Suppose you want to measure the time-period of a certain physical process, for example the period of a pendulum. You start by measuring the time of one period. You want a more precise estimate of the period so you measure a few more individual periods. After a while you find it tedious to start and stop your stopwatch and you record the time of a larger number of periods. You may change this number of measured periods yet again. 

Is it possible to use all these data in an optimal way to estimate the period of the pendulum? Yes!

Pendulum in the lobby of the Physics Department at the University of Oslo

Bernt Rostad, CC BY 2.0, via Wikimedia Commons

We want to estimate the mean period \(\bar{T}\) and its uncertainty \(\sigma_T\) with \(N\) measurements of the time \(t_i\) for a number of periods per measurement \(n_i\), where each time measurement has the same uncertainty \(\sigma_t\).


The mean period can be estimated by minimizing the \(\chi^2\) of the measurements with respect to the mean period \(\bar{T}\)\(\chi^2 = \sum_{i=1}^N {(t_i-n_i\bar{T})^2\over \sigma_t^2}\), by setting the first derivative to zero: \({\partial \chi^2\over\partial\bar{T}} = 0 = \sum_{i=1}^N{-2 n_i(t_i-n_i \bar{T})\over \sigma_t^2}\). This can be solved for the mean period, \(\bar{T} ={\sum_{i=1}^Nn_i t_i\over \sum_{i=1}^N n_i^2}\).

To find the uncertainty on the mean period we use the second derivative of the \(\chi^2\)\({1\over\sigma_T^2} = {1\over 2}{\partial^2\chi^2\over \partial \bar{T}^2} = \sum_{i=1}^N{n_i^2\over \sigma_t^2}\), which results in \({\sigma_T^2} = {\sigma_t^2\over \sum_{i=1}^N n_i^2}\).

The time resolution per measurement might be known for the instrument being used, or it can be estimated from the standard deviation with respect to the product of  \(\bar{T}\) and the number of periods per measurement: \(\sigma_t^2\simeq {1\over N-1}\sum_{i=1}^N (t_i-n_i\bar{T})^2.\)

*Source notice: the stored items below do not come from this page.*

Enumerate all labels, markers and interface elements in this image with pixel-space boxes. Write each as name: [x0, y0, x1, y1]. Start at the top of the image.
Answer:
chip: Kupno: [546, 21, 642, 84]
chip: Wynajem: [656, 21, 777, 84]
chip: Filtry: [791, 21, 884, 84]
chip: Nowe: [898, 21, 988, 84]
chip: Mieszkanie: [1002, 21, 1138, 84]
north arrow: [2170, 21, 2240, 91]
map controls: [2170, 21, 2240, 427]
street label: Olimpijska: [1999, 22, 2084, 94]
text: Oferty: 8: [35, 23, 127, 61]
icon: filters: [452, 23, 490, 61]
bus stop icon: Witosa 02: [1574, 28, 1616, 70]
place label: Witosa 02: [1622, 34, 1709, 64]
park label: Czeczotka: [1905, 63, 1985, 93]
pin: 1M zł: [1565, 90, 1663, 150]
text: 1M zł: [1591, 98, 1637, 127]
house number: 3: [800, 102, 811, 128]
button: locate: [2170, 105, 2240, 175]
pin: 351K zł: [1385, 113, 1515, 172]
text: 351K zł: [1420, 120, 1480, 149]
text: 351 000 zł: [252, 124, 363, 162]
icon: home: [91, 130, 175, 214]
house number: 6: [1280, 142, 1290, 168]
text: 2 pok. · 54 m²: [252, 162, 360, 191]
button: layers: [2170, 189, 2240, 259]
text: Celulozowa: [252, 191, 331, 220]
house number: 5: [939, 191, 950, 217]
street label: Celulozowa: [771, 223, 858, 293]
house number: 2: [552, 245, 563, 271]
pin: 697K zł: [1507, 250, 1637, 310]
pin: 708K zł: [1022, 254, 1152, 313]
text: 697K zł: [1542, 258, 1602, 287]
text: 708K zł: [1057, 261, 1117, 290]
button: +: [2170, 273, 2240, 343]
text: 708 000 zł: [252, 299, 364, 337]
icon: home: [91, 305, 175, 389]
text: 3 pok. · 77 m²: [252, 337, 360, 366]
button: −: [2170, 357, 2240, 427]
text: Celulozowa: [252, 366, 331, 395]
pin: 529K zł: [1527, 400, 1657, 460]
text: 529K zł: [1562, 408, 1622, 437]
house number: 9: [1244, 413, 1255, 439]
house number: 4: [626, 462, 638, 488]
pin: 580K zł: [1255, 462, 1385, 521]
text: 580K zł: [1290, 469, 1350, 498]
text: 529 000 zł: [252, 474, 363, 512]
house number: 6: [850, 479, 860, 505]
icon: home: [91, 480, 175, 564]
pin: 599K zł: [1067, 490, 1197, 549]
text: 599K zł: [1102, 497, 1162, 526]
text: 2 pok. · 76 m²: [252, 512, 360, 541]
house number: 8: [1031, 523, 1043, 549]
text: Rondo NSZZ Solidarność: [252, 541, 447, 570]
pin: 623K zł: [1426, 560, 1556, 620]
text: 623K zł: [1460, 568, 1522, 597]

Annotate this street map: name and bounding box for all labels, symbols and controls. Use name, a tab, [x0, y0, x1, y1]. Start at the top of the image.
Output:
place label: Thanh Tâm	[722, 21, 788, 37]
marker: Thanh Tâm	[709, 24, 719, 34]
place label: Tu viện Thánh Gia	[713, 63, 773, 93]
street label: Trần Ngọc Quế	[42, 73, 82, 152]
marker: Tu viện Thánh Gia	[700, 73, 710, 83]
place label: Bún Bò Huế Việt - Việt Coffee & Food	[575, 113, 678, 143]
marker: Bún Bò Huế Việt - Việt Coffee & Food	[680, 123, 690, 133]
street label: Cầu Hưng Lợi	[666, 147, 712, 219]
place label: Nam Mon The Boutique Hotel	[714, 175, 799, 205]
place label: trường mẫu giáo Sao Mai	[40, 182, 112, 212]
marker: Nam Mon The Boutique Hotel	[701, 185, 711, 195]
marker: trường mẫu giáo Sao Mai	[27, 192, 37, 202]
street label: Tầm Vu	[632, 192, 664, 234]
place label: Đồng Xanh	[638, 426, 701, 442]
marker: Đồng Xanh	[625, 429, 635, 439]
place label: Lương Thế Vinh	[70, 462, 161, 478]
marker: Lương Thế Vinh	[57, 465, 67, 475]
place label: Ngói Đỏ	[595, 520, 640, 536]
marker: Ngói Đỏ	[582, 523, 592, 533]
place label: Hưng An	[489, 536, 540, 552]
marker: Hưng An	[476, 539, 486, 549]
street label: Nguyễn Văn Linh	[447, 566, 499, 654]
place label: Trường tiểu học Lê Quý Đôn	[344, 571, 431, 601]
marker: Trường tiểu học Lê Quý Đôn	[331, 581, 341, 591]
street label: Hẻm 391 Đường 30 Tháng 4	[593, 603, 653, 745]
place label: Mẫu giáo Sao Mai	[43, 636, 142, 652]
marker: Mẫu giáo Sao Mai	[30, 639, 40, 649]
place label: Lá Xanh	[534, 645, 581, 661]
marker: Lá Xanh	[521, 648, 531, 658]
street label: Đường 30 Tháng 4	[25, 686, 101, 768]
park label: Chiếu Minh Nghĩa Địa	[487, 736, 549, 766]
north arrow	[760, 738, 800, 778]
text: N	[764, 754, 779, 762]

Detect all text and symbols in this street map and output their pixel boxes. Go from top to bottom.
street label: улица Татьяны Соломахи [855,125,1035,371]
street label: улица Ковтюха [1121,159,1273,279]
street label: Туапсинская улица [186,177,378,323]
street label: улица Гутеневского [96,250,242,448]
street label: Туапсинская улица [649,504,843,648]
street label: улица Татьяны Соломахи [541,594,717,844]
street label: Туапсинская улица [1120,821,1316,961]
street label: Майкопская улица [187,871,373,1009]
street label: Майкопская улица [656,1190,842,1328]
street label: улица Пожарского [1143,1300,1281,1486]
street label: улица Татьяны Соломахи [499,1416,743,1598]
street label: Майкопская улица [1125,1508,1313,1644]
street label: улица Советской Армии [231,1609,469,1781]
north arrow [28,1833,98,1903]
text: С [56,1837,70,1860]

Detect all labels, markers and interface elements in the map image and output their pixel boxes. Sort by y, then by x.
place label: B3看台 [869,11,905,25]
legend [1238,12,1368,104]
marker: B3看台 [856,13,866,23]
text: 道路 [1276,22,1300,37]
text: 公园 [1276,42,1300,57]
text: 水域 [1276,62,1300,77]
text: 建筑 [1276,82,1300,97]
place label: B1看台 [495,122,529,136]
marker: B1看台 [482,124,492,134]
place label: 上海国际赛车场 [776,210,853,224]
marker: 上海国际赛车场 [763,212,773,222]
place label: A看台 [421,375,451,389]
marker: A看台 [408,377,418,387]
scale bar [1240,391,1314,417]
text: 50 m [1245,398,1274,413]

These formulae for variable \(n_i\) simplify to well-known results for two typical cases of constant \(n_i\):

  1. Perform \(N\) measurements of 1 period at a time (\(n_i=1\)): \(\bar{T}\pm\sigma_T = {\sum_{i=1}^N t_i\over N} \pm {\sigma_t\over\sqrt{N}}\)
  2. Perform \(N\) measurements of a constant number of periods at a time (\(n_i = m\)): \(\bar{T}\pm\sigma_T = {1\over m}{\sum_{i=1}^N t_i\over N} \pm {1\over m}{\sigma_t\over\sqrt{N}}\)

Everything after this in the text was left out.